__INSTRUCTIONS FOR THE TASK__.
Your response should consist solely of the lines from the one containing "I am building" through the end of the data, copied exactly.

__SUPPLIED RECORDS__.
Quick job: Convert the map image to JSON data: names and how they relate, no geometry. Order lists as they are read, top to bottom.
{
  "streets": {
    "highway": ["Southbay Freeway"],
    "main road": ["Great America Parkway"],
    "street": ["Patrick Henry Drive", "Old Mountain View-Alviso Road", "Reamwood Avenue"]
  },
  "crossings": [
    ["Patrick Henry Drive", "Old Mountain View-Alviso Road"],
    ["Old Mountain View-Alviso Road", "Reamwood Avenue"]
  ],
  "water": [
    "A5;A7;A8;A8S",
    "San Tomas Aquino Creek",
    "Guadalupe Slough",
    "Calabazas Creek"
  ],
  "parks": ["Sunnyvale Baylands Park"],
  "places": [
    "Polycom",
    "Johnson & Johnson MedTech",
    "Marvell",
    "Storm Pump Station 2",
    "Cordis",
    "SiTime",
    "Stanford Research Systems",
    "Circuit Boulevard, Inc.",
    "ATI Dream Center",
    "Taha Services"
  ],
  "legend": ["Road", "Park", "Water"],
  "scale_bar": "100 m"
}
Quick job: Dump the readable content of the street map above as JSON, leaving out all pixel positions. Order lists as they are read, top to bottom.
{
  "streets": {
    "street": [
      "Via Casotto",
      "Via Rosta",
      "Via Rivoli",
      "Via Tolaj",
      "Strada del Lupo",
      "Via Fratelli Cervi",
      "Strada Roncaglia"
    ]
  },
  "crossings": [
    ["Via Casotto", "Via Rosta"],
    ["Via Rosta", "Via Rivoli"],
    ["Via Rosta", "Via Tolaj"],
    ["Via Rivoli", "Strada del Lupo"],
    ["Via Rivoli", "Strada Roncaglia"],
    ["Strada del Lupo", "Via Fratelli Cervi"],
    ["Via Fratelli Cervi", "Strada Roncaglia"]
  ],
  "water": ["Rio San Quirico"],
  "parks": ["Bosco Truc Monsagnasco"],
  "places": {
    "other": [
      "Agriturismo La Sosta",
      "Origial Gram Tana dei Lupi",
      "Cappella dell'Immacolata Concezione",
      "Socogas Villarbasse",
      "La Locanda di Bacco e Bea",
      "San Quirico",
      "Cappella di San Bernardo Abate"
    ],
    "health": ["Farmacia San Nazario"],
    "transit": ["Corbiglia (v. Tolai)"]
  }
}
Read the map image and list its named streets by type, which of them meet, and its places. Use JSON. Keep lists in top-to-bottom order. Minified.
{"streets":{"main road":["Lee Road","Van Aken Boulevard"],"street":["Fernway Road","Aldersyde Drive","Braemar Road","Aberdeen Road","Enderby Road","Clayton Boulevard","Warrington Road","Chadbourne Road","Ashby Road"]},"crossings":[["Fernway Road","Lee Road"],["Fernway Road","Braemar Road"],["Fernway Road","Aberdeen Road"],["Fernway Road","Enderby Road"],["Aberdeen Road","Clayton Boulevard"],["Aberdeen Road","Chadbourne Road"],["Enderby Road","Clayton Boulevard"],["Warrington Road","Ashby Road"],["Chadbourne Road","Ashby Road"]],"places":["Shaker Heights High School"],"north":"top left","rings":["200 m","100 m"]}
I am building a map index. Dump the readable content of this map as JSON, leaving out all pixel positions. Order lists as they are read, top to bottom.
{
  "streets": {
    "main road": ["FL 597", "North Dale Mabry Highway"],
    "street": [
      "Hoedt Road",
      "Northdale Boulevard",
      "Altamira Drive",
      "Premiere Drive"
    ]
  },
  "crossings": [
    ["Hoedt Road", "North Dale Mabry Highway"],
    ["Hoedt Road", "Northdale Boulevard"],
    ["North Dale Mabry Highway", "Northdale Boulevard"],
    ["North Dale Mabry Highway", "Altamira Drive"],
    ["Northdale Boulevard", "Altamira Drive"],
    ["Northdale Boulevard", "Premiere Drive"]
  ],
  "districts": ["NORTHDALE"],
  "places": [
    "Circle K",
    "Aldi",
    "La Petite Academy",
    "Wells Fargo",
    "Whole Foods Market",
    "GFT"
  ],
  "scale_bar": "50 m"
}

__RESPONSE TO THIS EXERCISE__.
I am building a map index. Dump the readable content of this map as JSON, leaving out all pixel positions. Order lists as they are read, top to bottom.
{
  "streets": {
    "main road": ["FL 597", "North Dale Mabry Highway"],
    "street": [
      "Hoedt Road",
      "Northdale Boulevard",
      "Altamira Drive",
      "Premiere Drive"
    ]
  },
  "crossings": [
    ["Hoedt Road", "North Dale Mabry Highway"],
    ["Hoedt Road", "Northdale Boulevard"],
    ["North Dale Mabry Highway", "Northdale Boulevard"],
    ["North Dale Mabry Highway", "Altamira Drive"],
    ["Northdale Boulevard", "Altamira Drive"],
    ["Northdale Boulevard", "Premiere Drive"]
  ],
  "districts": ["NORTHDALE"],
  "places": [
    "Circle K",
    "Aldi",
    "La Petite Academy",
    "Wells Fargo",
    "Whole Foods Market",
    "GFT"
  ],
  "scale_bar": "50 m"
}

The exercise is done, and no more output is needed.